*PROVIDED MATERIAL*
Content starts

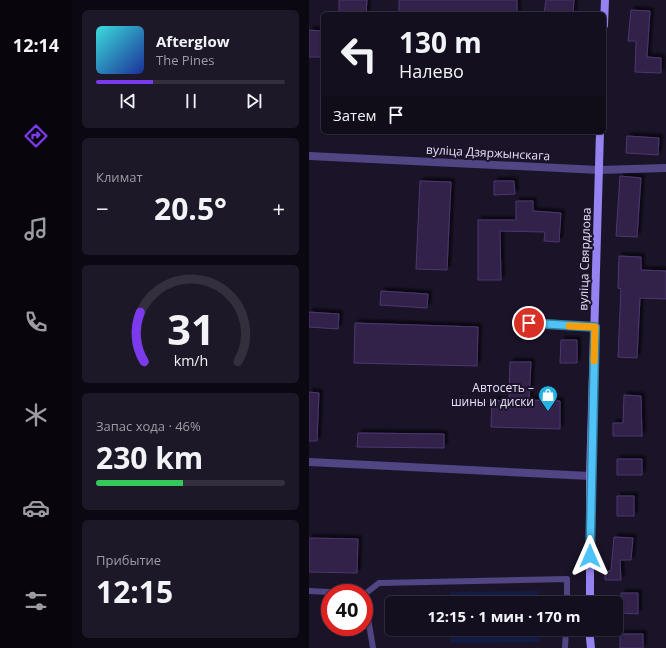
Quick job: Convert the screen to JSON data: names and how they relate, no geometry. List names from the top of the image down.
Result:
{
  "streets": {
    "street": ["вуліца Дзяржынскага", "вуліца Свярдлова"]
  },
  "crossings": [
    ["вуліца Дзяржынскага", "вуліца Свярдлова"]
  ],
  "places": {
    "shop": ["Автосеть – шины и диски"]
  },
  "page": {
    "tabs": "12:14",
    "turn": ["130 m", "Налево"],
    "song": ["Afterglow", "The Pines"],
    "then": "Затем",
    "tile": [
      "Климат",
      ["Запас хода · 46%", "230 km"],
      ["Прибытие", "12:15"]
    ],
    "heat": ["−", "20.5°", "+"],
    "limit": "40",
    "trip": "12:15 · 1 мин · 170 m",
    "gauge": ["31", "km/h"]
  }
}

Content ends
Content starts

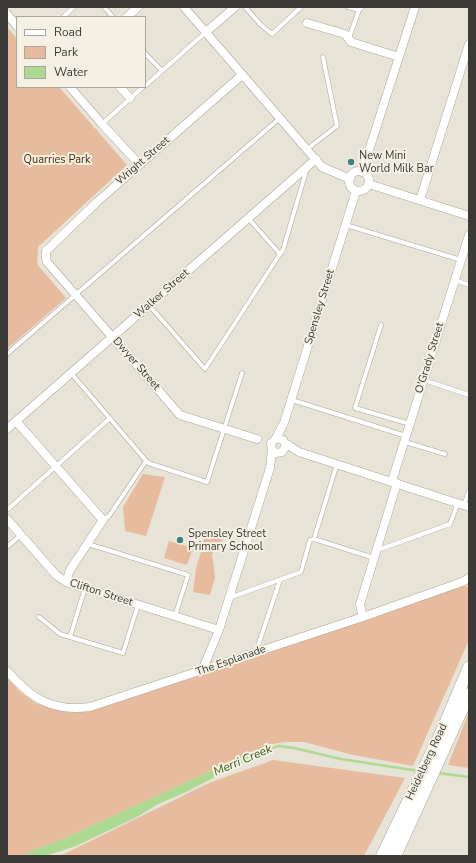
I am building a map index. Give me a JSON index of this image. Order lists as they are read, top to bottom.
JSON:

Content ends

In the data above, how many lines carry the string "they"? Only the number should be given.

2